Run hijackthis and fix these:
O2 - BHO: (no name) - {1B153D37-8535-4448-9699-DAA294614641} - (no file)
O9 - Extra button: AIM - {AC9E2541-2814-11d5-BC6D-00B0D0A1DE45} - C:\Program Files\AIM95\aim.exe (file missing)
O16 - DPF: {DF780F87-FF2B-4DF8-92D0-73DB16A1543A} (PopCapLoader Object) - http://www.popcap.com/games/popcaploader_v6.cab
Nothing open but hijackthis and click "fix checked"
Reboot and...
Go here and take a read:
http://users.telenet.be/bluepatchy/m...wcomputer.html
Update Java: Security Issue
* Go to Start > Control Panel double-click on the Software icon > add/remove programs.

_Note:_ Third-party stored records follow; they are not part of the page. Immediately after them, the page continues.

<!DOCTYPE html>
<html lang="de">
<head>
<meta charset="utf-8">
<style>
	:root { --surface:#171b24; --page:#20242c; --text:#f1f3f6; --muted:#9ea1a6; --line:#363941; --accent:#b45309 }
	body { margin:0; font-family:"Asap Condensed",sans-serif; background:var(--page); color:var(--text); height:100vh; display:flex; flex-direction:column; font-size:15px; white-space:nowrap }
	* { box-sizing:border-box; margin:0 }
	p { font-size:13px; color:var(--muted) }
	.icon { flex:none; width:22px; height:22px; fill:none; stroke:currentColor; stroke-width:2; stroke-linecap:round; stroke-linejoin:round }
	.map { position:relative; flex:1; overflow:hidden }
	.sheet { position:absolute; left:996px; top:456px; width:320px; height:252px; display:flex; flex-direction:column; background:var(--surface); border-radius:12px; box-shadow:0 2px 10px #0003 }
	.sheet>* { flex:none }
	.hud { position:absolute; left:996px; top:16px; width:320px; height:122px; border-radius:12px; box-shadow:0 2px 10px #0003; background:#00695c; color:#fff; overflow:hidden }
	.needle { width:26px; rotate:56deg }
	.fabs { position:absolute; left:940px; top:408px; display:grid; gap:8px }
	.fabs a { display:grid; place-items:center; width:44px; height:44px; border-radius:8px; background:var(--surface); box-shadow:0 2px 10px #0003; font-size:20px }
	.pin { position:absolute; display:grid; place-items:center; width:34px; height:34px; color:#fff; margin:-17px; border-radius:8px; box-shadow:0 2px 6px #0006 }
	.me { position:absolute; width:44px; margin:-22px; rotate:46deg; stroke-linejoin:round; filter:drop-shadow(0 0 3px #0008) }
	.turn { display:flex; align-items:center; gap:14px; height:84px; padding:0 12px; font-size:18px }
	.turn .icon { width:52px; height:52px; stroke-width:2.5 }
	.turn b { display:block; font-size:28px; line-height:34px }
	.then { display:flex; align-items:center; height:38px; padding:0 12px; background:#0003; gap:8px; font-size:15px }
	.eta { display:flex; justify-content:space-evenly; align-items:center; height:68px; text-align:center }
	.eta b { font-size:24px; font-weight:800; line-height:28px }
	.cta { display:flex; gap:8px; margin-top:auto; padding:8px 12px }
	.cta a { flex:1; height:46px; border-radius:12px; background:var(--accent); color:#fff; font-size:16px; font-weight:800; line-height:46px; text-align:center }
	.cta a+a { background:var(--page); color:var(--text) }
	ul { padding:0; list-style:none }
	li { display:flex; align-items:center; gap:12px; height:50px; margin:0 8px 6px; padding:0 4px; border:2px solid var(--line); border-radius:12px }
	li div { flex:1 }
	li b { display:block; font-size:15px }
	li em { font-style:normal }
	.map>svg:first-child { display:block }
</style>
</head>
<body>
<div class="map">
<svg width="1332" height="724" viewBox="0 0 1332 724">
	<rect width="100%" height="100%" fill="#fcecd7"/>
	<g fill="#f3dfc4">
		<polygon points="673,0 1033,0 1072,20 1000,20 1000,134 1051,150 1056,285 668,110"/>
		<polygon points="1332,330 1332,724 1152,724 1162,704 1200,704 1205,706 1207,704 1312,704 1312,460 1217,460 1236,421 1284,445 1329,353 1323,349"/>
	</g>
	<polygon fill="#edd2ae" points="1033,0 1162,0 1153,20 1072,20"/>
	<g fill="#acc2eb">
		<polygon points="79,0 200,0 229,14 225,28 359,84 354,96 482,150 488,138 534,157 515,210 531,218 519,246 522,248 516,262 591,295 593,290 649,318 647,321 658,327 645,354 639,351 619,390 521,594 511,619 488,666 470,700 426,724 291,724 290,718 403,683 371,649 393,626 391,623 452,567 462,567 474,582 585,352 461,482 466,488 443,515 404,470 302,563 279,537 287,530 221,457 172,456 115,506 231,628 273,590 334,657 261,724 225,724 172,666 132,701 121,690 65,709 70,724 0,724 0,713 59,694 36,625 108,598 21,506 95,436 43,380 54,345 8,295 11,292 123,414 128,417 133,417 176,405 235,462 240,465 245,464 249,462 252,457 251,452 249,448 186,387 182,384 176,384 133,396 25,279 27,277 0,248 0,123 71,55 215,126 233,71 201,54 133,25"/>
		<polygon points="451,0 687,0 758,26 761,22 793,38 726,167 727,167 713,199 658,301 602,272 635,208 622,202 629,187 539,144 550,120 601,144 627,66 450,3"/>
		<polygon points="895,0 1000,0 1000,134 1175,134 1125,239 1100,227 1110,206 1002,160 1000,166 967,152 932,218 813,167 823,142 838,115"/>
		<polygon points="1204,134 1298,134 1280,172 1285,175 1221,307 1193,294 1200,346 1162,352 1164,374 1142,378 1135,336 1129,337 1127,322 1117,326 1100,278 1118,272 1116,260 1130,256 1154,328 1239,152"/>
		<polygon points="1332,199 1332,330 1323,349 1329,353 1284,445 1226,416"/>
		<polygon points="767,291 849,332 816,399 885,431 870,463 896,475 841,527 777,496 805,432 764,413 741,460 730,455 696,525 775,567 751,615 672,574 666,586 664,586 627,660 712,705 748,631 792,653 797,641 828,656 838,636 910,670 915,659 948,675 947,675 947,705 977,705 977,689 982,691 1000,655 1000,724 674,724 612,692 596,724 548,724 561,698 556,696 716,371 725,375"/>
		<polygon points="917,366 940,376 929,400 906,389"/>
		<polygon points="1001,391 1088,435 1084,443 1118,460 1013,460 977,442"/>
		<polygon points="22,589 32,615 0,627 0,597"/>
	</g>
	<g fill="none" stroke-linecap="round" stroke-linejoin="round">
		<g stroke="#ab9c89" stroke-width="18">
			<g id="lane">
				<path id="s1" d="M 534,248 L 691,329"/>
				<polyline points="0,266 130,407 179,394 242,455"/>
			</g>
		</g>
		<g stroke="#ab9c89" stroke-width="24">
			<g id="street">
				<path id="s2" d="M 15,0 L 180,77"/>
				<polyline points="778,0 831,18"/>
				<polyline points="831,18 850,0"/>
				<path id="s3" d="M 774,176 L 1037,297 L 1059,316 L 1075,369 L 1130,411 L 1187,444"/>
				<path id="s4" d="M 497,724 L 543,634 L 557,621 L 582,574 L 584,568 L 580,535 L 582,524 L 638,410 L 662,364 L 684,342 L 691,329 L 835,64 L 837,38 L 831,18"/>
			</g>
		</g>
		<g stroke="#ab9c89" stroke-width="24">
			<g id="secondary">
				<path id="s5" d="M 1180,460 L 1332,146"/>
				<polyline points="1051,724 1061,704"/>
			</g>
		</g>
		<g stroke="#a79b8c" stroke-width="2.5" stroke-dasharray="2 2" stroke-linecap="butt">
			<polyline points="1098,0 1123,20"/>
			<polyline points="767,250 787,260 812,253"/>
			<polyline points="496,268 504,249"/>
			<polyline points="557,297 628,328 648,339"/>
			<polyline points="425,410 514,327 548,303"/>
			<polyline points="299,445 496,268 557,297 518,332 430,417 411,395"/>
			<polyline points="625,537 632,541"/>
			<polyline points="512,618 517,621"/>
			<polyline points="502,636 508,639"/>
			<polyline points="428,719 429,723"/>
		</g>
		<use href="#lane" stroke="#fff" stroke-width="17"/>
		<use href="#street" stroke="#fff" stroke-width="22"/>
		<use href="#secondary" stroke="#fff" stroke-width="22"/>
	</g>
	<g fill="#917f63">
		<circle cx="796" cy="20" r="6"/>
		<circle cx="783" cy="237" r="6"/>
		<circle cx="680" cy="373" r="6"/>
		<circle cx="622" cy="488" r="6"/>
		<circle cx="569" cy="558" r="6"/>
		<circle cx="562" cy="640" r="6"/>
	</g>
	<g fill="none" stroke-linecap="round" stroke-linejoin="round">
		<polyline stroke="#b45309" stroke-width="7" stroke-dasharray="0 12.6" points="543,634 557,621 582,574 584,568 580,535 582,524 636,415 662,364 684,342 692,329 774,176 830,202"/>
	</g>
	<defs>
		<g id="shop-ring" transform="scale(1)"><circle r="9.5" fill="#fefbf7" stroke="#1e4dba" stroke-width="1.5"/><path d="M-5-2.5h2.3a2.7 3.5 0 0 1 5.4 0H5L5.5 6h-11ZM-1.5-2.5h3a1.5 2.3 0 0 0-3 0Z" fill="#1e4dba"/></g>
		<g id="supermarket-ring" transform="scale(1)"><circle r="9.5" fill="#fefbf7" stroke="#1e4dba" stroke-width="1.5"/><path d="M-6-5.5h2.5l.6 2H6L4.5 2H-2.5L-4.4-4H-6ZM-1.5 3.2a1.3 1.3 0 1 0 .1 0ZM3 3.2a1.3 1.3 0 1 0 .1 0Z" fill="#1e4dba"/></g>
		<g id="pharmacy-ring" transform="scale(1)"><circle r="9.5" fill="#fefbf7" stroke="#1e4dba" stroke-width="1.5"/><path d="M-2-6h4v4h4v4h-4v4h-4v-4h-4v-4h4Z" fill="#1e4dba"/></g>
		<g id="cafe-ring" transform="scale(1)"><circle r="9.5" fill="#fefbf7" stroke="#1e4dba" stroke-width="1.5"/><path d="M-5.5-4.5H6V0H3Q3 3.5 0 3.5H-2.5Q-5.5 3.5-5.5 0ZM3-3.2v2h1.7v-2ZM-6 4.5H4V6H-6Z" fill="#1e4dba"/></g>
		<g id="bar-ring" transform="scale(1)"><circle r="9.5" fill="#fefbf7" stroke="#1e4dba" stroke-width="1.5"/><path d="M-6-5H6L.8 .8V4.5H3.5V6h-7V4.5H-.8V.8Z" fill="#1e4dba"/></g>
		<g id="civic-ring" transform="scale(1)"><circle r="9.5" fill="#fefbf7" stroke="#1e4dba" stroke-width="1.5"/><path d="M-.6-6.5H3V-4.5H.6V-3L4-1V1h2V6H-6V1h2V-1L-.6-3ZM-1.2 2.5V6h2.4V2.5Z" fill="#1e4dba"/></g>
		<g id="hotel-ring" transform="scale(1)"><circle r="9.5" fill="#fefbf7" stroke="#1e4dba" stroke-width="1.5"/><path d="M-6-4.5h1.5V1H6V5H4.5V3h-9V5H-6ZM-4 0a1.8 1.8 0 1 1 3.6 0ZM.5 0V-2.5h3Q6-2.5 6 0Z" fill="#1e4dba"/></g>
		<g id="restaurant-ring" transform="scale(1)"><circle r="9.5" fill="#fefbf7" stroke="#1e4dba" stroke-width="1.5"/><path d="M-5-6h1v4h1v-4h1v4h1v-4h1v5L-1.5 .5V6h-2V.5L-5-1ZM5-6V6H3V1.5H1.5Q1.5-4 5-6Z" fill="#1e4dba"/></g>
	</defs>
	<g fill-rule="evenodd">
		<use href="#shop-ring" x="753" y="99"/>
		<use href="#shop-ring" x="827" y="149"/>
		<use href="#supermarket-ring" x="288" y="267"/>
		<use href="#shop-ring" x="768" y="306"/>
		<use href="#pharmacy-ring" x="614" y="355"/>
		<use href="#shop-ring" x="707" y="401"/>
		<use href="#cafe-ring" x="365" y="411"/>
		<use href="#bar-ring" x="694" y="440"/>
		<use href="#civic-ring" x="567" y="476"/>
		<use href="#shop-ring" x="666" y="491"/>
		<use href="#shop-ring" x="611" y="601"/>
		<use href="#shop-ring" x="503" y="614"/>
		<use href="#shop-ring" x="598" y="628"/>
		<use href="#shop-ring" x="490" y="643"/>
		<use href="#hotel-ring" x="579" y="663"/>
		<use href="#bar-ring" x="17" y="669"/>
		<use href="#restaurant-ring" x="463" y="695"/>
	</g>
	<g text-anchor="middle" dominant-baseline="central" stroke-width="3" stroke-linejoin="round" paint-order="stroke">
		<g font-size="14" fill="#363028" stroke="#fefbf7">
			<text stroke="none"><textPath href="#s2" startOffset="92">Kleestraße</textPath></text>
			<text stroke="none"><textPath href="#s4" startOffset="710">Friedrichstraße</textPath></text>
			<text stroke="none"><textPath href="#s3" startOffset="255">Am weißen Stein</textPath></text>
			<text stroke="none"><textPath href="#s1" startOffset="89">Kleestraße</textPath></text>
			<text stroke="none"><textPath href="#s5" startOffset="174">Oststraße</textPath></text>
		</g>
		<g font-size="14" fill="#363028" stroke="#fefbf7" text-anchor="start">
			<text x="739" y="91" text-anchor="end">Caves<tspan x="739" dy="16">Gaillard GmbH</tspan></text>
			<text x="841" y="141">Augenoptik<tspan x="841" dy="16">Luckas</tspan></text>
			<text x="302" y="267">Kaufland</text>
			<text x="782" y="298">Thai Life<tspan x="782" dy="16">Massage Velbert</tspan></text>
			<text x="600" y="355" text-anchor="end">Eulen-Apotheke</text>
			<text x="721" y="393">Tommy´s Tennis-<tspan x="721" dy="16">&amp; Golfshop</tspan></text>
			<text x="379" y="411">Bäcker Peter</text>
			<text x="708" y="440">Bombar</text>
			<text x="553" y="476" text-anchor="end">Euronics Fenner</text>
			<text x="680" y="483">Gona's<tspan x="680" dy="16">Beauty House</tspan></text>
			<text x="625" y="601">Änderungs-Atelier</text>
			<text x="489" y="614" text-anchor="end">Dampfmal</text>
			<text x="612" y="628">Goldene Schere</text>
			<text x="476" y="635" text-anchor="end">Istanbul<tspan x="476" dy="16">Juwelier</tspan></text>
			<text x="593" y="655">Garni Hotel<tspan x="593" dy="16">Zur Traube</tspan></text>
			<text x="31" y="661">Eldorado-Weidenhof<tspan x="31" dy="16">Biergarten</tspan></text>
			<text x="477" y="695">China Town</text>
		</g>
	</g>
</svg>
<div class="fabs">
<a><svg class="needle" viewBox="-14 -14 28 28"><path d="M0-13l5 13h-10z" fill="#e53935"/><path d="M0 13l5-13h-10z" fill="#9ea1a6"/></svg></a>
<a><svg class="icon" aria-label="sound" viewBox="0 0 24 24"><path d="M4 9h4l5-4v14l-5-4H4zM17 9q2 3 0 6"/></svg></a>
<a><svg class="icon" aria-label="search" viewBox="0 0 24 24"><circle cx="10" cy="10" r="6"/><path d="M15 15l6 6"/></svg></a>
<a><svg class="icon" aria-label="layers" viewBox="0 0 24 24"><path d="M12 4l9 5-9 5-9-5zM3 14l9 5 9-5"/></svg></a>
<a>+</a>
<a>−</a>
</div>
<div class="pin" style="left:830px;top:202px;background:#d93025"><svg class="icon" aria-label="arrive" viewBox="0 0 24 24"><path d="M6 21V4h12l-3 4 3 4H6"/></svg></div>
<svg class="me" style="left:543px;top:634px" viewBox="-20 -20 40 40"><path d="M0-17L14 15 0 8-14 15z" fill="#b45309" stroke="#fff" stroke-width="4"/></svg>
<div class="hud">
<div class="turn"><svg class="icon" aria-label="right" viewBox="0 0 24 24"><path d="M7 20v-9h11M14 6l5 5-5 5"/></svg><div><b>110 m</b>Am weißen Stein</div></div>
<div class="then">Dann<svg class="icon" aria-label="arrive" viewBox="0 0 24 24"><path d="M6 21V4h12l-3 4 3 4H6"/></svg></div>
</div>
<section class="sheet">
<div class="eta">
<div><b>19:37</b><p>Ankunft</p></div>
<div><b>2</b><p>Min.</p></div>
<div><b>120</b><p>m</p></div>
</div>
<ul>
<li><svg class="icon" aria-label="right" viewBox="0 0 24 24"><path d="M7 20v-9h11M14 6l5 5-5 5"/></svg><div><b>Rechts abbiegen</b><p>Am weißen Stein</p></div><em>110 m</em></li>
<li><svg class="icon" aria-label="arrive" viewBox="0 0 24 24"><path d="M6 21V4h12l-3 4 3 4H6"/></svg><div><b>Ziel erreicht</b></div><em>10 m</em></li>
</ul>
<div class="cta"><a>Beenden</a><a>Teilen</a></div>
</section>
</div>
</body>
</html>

* Search in the list for all previous installed versions of Java. (J2SE Runtime Environment.... )
It should have next icon next to it: 
Select it and click Remove.
* The current version can be downloaded from Sun here: http://java.sun.com/javase/downloads/index.jsp Scroll down the page to 'Java Runtime Environment (JRE) 6u2 and press the 'Download' button. On the new web page, click the 'Accept License Agreement' button. Then select 'Windows Offline Installation, Multi-language' in the Windows Platform area just below the Accept button.
Please re-run Dr. Web program again and post the log just like before, thanks.